Google+ Badge

Google+ Followers

Seguidores

Translate

jueves, 2 de junio de 2016

LAS NOCHES








En la noches celestes se encienden los presagios,
ascienden voces, gritos, quejas, rezos, canciones,
tiempos vivaces, prestos, aguas, lentos adagios,
suben a los silencios y  las conversaciones.

En las noches de ahora guarda el ayer sus cantos
y suben desde siempre ondas y vibraciones
y sostienen la niebla, la sombra, mutaciones,
cincelando silencios con tristezas y encantos.

En las noches los dedos aprietan los instantes
contra trastes que cortan vibraciones en notas
y encaraman sus voces cordiales como gotas
que humedecen ausencias de mudos circunstantes.

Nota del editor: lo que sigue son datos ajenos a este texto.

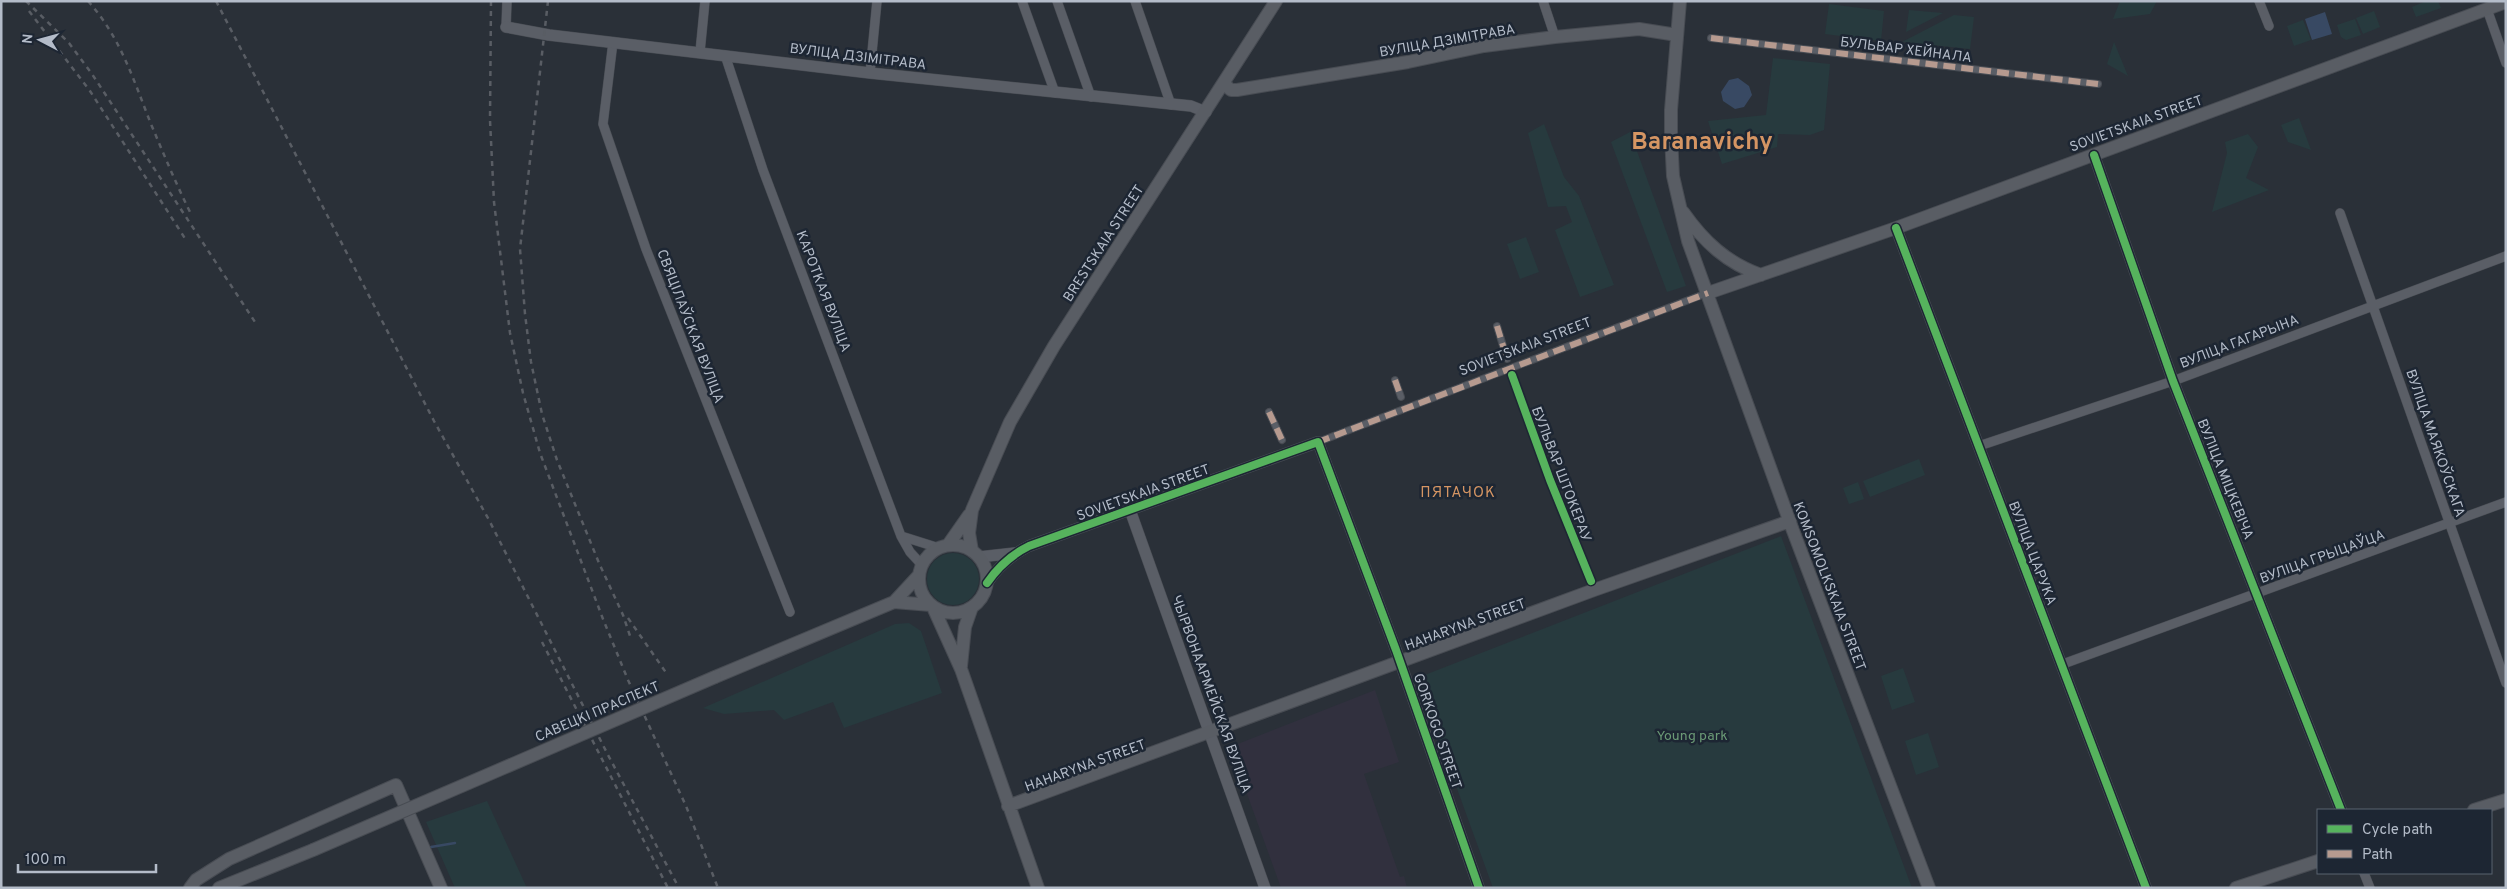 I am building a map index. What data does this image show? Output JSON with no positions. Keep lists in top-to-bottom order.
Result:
{
  "streets": {
    "main road": [
      "ВУЛІЦА ДЗІМІТРАВА",
      "SOVIETSKAIA STREET",
      "BRESTSKAIA STREET",
      "KOMSOMOLKSKAIA STREET",
      "HAHARYNA STREET",
      "САВЕЦКІ ПРАСПЕКТ"
    ],
    "street": [
      "БУЛЬВАР ХЕЙНАЛА",
      "КАРОТКАЯ ВУЛІЦА",
      "СВЯЦІЛАЎСКАЯ ВУЛІЦА",
      "ВУЛІЦА ГАГАРЫНА",
      "ВУЛІЦА МАЯКОЎСКАГА",
      "БУЛЬВАР ШТОКЕРАУ",
      "ВУЛІЦА МІЦКЕВІЧА",
      "ВУЛІЦА ЦАРУКА",
      "ВУЛІЦА ГРЫЦАЎЦА",
      "ЧЫРВОНААРМЕЙСКАЯ ВУЛІЦА",
      "GORKOGO STREET"
    ]
  },
  "crossings": [
    ["ВУЛІЦА ДЗІМІТРАВА", "BRESTSKAIA STREET"],
    ["ВУЛІЦА ДЗІМІТРАВА", "КАРОТКАЯ ВУЛІЦА"],
    ["ВУЛІЦА ДЗІМІТРАВА", "СВЯЦІЛАЎСКАЯ ВУЛІЦА"],
    ["ВУЛІЦА ДЗІМІТРАВА", "KOMSOMOLKSKAIA STREET"],
    ["SOVIETSKAIA STREET", "BRESTSKAIA STREET"],
    ["SOVIETSKAIA STREET", "КАРОТКАЯ ВУЛІЦА"],
    ["SOVIETSKAIA STREET", "ВУЛІЦА МІЦКЕВІЧА"],
    ["SOVIETSKAIA STREET", "ВУЛІЦА ЦАРУКА"],
    ["SOVIETSKAIA STREET", "KOMSOMOLKSKAIA STREET"],
    ["SOVIETSKAIA STREET", "ЧЫРВОНААРМЕЙСКАЯ ВУЛІЦА"],
    ["SOVIETSKAIA STREET", "САВЕЦКІ ПРАСПЕКТ"],
    ["SOVIETSKAIA STREET", "GORKOGO STREET"],
    ["BRESTSKAIA STREET", "КАРОТКАЯ ВУЛІЦА"],
    ["BRESTSKAIA STREET", "САВЕЦКІ ПРАСПЕКТ"],
    ["КАРОТКАЯ ВУЛІЦА", "САВЕЦКІ ПРАСПЕКТ"],
    ["ВУЛІЦА ГАГАРЫНА", "ВУЛІЦА МАЯКОЎСКАГА"],
    ["ВУЛІЦА ГАГАРЫНА", "ВУЛІЦА МІЦКЕВІЧА"],
    ["ВУЛІЦА ГАГАРЫНА", "ВУЛІЦА ЦАРУКА"],
    ["ВУЛІЦА МАЯКОЎСКАГА", "ВУЛІЦА ГРЫЦАЎЦА"],
    ["ВУЛІЦА МІЦКЕВІЧА", "ВУЛІЦА ГРЫЦАЎЦА"],
    ["ВУЛІЦА ЦАРУКА", "ВУЛІЦА ГРЫЦАЎЦА"],
    ["KOMSOMOLKSKAIA STREET", "HAHARYNA STREET"],
    ["HAHARYNA STREET", "ЧЫРВОНААРМЕЙСКАЯ ВУЛІЦА"],
    ["HAHARYNA STREET", "GORKOGO STREET"]
  ],
  "districts": ["Baranavichy", "ПЯТАЧОК"],
  "parks": ["Young park"],
  "legend": ["Cycle path", "Path"],
  "scale_bar": "100 m",
  "north": "left"
}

En las noches los muertos simulan un regreso,
hunden tras las guitarras vasos comunicantes
y suben en las voces de cantores su exceso
de vidas ya pasadas y amores rutilantes.

Es decir, en las noches se cifran las distancias
augurales y antiguas que llegan del pasado
y anuncian porvenires que se han prefigurado
en un después y un antes de ciegas resonancias.

Todo asciende y trasciende desde la excelsa noche,
su negror se confunde con los fuegos del alma,
y una memoria plena de fiesta y de derroche
dibuja una esperanza de frescura y de calma.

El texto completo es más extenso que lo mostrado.